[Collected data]
▬▬▬

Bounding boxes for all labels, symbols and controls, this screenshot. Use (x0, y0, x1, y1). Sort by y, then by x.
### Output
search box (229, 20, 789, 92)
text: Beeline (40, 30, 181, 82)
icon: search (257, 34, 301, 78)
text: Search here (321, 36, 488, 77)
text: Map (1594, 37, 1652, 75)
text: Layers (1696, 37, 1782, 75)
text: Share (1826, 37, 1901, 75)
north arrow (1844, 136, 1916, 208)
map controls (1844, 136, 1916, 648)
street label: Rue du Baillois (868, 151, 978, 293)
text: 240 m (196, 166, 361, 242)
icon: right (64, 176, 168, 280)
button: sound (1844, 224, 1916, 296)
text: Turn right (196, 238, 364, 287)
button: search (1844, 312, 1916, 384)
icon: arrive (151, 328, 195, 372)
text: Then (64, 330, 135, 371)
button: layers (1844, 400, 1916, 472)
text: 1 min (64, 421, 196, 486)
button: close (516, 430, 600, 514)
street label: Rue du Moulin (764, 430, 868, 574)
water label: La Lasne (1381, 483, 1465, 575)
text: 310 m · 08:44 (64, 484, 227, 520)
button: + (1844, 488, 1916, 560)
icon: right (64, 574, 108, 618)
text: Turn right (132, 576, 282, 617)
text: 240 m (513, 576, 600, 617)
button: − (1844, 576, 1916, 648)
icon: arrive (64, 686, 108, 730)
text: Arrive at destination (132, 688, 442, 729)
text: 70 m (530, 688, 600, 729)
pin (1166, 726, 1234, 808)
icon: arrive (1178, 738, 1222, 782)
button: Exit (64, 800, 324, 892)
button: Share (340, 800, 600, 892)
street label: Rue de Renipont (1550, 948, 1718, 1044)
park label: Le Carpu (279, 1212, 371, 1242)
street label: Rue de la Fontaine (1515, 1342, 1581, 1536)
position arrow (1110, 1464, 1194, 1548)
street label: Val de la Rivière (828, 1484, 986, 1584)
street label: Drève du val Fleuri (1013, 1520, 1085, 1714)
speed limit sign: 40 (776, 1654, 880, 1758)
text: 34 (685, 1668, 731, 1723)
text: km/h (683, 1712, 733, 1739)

▬▬▬

● What you have to do:
Go through the records above and copy each line exactly.

● Written response:
Bounding boxes for all labels, symbols and controls, this screenshot. Use (x0, y0, x1, y1). Sort by y, then by x.
### Output
search box (229, 20, 789, 92)
text: Beeline (40, 30, 181, 82)
icon: search (257, 34, 301, 78)
text: Search here (321, 36, 488, 77)
text: Map (1594, 37, 1652, 75)
text: Layers (1696, 37, 1782, 75)
text: Share (1826, 37, 1901, 75)
north arrow (1844, 136, 1916, 208)
map controls (1844, 136, 1916, 648)
street label: Rue du Baillois (868, 151, 978, 293)
text: 240 m (196, 166, 361, 242)
icon: right (64, 176, 168, 280)
button: sound (1844, 224, 1916, 296)
text: Turn right (196, 238, 364, 287)
button: search (1844, 312, 1916, 384)
icon: arrive (151, 328, 195, 372)
text: Then (64, 330, 135, 371)
button: layers (1844, 400, 1916, 472)
text: 1 min (64, 421, 196, 486)
button: close (516, 430, 600, 514)
street label: Rue du Moulin (764, 430, 868, 574)
water label: La Lasne (1381, 483, 1465, 575)
text: 310 m · 08:44 (64, 484, 227, 520)
button: + (1844, 488, 1916, 560)
icon: right (64, 574, 108, 618)
text: Turn right (132, 576, 282, 617)
text: 240 m (513, 576, 600, 617)
button: − (1844, 576, 1916, 648)
icon: arrive (64, 686, 108, 730)
text: Arrive at destination (132, 688, 442, 729)
text: 70 m (530, 688, 600, 729)
pin (1166, 726, 1234, 808)
icon: arrive (1178, 738, 1222, 782)
button: Exit (64, 800, 324, 892)
button: Share (340, 800, 600, 892)
street label: Rue de Renipont (1550, 948, 1718, 1044)
park label: Le Carpu (279, 1212, 371, 1242)
street label: Rue de la Fontaine (1515, 1342, 1581, 1536)
position arrow (1110, 1464, 1194, 1548)
street label: Val de la Rivière (828, 1484, 986, 1584)
street label: Drève du val Fleuri (1013, 1520, 1085, 1714)
speed limit sign: 40 (776, 1654, 880, 1758)
text: 34 (685, 1668, 731, 1723)
text: km/h (683, 1712, 733, 1739)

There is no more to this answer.